The scorpiox-frp C implementation is still broken — TLS handshake fails with frps-secure (mbedTLS error), yamux broken without TLS. But doesn't matter anymore since we don't need it for these endpoints. Go frpc on macmini still works fine for claude.scorpiox.net.
Migrated all cuda VM services to .3 (whisper) and .6 (llama). cuda VM is now fully decommissioned — shut off, services moved, DNS updated, Caddy cleaned. Everything that referenced 192.168.1.70 is gone.
Built llama.cpp with CUDA on Arch. The RTX 3080 was already passthrough to Arch this whole time — I'd been documenting it as GTX 1070 (that's actually in the gaming VM). 4B model runs at 75 t/s on CUDA, which is great. 9B Q8 doesn't fit in 10GB VRAM though — needs partial offload and only gets 8.6 t/s, barely better than ryzen CPU.
Tried faster-whisper on Arch with CUDA — CTranslate2 installed fine, CUDA compute types all available, but model loading hangs. Python 3.14 (Arch bleeding edge) is the culprit. Works perfectly on .3's Python 3.10. Not worth fighting — whisper stays on .3 for now.

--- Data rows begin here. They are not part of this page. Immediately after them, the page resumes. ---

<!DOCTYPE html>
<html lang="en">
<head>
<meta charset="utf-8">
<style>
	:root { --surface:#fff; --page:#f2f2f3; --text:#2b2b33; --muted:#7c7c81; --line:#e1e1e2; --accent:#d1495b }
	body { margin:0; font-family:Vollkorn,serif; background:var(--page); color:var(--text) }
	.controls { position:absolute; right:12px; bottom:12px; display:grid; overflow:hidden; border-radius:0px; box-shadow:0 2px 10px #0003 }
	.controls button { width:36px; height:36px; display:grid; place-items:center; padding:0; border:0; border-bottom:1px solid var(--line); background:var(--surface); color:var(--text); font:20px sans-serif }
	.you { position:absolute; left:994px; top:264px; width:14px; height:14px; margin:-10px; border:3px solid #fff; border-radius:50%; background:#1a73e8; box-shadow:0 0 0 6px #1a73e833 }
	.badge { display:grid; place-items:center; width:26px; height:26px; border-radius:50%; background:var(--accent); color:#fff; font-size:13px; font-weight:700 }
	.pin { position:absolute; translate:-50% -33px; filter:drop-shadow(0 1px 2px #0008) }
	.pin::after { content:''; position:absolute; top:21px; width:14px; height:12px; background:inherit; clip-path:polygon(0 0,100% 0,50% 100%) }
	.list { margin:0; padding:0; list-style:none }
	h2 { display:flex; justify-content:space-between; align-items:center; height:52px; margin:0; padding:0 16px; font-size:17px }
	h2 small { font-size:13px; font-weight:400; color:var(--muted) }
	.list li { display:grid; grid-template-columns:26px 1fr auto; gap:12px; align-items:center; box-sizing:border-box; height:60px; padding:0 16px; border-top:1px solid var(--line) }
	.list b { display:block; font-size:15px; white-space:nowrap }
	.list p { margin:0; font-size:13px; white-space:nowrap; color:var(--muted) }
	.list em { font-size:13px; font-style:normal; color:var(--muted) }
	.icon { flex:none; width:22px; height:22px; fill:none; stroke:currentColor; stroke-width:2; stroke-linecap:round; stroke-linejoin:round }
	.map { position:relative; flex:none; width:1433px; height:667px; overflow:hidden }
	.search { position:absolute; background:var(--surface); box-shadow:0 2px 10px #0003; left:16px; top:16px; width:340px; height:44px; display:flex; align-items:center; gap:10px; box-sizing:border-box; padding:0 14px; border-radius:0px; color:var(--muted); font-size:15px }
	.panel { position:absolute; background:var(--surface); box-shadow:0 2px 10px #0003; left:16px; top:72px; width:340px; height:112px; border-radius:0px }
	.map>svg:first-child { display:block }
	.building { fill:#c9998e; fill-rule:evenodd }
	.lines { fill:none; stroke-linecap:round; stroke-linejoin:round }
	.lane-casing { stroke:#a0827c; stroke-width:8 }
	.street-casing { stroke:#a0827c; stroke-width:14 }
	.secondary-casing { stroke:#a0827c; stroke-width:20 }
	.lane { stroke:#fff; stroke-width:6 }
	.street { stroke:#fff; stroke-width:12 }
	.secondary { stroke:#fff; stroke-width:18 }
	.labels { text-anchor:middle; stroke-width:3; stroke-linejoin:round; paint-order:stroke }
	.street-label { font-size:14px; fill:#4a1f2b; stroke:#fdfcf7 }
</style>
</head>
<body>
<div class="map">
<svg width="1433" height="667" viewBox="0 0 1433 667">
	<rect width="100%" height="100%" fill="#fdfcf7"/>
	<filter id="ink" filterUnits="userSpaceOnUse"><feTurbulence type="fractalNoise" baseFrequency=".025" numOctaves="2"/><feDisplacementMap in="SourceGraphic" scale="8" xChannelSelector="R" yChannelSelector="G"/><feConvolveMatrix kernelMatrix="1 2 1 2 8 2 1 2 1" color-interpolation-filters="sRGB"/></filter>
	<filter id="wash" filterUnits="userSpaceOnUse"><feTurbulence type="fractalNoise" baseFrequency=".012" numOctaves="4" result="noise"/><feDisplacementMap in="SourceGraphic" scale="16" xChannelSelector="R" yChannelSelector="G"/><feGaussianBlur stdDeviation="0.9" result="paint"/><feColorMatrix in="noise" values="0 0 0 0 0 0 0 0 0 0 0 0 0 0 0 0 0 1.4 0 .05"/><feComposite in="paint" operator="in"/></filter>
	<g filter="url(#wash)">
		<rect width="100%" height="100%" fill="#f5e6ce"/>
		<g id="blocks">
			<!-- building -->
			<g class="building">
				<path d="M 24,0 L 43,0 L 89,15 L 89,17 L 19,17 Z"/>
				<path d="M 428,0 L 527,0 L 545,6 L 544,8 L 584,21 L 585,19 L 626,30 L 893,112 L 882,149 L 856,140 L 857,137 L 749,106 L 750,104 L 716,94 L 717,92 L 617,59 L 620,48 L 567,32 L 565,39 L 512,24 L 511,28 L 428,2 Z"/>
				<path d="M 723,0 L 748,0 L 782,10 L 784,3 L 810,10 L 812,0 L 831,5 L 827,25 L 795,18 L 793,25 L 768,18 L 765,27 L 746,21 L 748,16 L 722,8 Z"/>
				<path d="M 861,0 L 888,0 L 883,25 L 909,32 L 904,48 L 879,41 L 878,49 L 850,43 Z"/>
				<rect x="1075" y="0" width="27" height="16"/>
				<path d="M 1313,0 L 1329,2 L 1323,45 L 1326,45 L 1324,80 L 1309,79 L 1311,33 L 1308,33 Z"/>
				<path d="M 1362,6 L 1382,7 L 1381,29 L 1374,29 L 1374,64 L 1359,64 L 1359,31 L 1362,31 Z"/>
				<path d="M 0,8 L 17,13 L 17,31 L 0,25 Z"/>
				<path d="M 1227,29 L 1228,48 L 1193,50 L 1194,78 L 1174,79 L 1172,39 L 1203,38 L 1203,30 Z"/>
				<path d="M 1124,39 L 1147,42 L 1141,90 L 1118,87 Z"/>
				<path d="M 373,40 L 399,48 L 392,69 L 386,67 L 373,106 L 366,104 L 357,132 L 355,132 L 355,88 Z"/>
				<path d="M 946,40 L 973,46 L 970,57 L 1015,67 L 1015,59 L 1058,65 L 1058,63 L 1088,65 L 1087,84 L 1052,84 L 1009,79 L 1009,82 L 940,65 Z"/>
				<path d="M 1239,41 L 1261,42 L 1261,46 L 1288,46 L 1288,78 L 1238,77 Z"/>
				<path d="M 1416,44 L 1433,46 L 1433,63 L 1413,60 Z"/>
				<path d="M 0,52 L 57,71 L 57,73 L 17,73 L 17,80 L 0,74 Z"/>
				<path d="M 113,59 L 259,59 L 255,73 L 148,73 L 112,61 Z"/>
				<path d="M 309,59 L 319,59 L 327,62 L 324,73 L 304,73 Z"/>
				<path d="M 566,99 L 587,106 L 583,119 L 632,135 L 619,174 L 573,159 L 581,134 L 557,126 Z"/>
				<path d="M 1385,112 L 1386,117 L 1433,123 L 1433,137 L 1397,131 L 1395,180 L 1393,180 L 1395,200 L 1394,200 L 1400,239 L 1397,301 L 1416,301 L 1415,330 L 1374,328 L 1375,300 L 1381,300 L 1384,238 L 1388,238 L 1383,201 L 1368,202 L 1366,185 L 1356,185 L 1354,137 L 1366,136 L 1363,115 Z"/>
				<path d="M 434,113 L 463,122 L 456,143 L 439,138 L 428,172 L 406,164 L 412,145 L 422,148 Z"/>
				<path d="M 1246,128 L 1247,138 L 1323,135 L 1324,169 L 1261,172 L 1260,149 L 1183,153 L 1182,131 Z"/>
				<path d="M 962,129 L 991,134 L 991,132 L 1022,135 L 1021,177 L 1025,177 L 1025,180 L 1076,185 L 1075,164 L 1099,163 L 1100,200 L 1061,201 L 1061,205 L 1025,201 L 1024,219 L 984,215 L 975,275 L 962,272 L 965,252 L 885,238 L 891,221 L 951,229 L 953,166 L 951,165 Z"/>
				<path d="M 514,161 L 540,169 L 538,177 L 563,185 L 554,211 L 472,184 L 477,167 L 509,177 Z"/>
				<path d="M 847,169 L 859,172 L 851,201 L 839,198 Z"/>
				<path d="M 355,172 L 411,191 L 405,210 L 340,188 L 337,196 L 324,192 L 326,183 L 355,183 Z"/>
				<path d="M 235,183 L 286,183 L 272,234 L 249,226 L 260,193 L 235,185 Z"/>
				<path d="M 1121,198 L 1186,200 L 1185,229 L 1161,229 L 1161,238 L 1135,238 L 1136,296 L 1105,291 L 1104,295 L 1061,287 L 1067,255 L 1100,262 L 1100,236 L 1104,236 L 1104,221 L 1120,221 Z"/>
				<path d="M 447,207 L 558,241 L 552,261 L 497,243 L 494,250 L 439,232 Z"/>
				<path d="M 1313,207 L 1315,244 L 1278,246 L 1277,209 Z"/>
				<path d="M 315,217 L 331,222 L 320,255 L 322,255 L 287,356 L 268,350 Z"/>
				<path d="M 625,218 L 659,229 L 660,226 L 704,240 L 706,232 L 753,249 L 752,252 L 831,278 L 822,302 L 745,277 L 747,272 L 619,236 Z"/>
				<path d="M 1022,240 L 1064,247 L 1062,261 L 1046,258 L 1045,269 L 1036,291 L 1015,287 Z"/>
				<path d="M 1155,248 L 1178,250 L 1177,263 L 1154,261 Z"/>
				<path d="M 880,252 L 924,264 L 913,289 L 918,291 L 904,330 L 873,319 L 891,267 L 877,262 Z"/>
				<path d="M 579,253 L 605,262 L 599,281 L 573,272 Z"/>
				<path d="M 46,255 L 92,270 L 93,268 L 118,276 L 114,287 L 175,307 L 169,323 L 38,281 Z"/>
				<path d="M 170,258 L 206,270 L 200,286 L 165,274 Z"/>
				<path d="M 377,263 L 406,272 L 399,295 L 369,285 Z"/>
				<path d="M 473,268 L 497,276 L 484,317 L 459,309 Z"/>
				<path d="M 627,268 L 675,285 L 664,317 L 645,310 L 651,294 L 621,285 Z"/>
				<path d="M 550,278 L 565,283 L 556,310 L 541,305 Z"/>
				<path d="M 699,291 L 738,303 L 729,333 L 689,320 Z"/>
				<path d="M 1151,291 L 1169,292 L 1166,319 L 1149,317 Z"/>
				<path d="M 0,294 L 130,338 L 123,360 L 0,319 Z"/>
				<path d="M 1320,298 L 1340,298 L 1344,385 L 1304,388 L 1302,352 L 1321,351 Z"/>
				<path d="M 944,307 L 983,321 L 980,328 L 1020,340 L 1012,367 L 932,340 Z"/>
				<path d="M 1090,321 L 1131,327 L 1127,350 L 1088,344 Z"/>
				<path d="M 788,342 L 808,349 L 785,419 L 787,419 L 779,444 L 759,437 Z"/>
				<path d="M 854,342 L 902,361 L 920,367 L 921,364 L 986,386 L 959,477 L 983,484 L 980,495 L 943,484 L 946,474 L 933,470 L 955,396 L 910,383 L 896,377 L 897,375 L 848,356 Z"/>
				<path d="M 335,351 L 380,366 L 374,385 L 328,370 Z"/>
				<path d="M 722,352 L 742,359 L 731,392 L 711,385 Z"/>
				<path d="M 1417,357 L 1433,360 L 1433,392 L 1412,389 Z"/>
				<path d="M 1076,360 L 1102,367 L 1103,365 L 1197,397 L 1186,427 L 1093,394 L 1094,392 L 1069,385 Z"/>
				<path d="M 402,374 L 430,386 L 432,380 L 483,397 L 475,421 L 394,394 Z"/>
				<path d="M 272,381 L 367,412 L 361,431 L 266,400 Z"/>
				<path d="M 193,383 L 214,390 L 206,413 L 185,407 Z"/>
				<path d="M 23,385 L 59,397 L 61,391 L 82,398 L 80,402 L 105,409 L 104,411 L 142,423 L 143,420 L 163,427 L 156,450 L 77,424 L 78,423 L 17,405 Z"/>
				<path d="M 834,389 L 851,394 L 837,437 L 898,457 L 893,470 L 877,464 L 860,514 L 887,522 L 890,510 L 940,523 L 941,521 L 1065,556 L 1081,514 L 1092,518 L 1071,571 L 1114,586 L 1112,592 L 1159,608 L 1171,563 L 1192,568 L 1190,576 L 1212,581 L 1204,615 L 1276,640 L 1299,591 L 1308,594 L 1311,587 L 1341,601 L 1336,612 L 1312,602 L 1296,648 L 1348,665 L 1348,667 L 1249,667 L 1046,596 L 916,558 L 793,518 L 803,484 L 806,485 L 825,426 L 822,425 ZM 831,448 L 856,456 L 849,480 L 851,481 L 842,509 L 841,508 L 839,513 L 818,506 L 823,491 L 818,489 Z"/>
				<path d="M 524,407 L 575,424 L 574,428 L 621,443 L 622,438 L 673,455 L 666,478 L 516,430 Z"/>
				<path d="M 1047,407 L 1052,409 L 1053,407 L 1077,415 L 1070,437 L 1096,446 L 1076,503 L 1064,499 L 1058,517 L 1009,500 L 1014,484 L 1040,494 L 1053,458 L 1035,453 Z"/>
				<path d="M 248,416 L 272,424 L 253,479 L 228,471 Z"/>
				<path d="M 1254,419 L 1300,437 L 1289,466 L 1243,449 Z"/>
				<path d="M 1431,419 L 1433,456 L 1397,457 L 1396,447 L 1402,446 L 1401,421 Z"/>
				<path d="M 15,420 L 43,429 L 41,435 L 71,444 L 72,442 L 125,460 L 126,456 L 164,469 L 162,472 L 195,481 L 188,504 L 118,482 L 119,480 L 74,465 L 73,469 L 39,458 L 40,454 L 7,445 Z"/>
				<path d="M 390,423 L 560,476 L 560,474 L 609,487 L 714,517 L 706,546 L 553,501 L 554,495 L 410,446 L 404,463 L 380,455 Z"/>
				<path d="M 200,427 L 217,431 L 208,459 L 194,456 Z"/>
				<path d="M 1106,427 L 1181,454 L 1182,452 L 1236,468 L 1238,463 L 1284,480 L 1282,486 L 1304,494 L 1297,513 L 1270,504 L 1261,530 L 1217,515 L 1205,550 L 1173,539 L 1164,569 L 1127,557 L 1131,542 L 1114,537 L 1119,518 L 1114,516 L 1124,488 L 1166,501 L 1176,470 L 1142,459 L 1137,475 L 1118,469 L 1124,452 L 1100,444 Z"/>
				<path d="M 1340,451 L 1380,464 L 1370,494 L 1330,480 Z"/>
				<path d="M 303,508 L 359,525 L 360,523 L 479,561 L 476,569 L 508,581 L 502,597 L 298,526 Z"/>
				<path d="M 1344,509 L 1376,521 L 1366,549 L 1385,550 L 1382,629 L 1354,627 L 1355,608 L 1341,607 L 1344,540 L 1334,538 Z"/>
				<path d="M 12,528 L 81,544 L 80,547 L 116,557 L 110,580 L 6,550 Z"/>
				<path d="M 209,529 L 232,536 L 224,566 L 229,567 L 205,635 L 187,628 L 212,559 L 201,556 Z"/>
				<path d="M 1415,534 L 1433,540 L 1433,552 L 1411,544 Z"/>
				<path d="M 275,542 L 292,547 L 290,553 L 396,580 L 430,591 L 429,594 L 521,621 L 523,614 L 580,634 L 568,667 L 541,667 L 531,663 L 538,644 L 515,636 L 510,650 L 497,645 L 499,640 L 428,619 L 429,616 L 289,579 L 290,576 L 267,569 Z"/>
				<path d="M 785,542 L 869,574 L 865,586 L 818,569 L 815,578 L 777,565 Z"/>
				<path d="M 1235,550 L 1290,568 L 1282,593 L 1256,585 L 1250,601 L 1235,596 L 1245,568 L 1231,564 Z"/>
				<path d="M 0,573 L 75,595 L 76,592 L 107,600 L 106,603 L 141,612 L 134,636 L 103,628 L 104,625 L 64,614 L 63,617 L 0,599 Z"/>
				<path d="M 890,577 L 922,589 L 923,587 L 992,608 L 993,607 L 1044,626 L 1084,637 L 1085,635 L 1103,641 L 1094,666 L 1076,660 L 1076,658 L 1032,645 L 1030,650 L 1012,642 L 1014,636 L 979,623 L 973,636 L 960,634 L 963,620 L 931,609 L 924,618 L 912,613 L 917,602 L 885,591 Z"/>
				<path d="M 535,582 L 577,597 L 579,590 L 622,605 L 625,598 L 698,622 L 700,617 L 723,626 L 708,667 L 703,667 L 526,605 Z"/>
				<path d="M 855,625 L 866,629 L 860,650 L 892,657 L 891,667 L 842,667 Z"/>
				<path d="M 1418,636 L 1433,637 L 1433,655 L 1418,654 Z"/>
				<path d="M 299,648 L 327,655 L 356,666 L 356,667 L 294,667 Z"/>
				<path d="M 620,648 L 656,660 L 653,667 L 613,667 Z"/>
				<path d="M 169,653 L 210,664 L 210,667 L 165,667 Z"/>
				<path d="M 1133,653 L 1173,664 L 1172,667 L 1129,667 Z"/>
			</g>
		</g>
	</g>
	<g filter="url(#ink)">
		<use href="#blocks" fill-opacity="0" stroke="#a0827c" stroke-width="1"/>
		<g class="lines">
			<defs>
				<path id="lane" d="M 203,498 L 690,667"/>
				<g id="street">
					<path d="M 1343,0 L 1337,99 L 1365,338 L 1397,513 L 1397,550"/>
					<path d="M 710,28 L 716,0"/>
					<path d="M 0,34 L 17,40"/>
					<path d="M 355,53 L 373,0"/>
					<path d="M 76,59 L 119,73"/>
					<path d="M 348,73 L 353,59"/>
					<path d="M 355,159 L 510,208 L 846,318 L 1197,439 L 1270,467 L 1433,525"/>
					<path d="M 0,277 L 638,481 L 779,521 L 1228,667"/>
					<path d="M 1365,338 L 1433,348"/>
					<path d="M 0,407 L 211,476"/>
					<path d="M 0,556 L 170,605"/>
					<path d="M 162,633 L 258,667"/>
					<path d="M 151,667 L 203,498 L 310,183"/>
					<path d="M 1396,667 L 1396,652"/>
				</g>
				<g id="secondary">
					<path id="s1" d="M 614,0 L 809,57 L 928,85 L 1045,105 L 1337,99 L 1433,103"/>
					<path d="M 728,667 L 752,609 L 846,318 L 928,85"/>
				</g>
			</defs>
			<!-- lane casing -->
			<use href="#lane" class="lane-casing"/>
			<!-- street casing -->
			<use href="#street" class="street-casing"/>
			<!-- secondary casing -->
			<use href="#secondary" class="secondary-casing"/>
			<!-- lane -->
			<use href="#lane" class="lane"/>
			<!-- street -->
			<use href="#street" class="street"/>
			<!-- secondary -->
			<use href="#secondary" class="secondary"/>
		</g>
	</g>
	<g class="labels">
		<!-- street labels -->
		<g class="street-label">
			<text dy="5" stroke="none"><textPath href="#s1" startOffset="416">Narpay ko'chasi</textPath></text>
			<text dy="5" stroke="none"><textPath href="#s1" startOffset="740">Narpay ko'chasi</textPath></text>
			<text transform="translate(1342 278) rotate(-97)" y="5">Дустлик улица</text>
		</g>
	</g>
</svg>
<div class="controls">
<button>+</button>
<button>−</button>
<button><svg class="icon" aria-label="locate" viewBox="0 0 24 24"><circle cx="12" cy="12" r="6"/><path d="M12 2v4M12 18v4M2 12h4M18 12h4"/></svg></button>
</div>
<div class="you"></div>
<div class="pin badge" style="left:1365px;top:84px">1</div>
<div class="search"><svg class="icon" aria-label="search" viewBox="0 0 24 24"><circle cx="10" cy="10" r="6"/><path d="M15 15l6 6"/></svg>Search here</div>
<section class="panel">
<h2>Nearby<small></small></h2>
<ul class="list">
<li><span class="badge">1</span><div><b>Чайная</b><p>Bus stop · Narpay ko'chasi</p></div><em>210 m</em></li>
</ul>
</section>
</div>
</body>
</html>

Cleaned up 655 GB of old/duplicate models across the fleet. Three copies of 35B BF16 on .3 alone (195 GB wasted). Removed all non-Opus distills, old Qwen3-14B, 122B base models. NVMe went from 51 GB free to 86 GB.
The user is thinking about dedicating the 3080 just for whisper if CUDA whisper works. Smart split — ryzen for LLM, arch for speech. But Python version is blocking it for now. Could try a container or downgrade Python.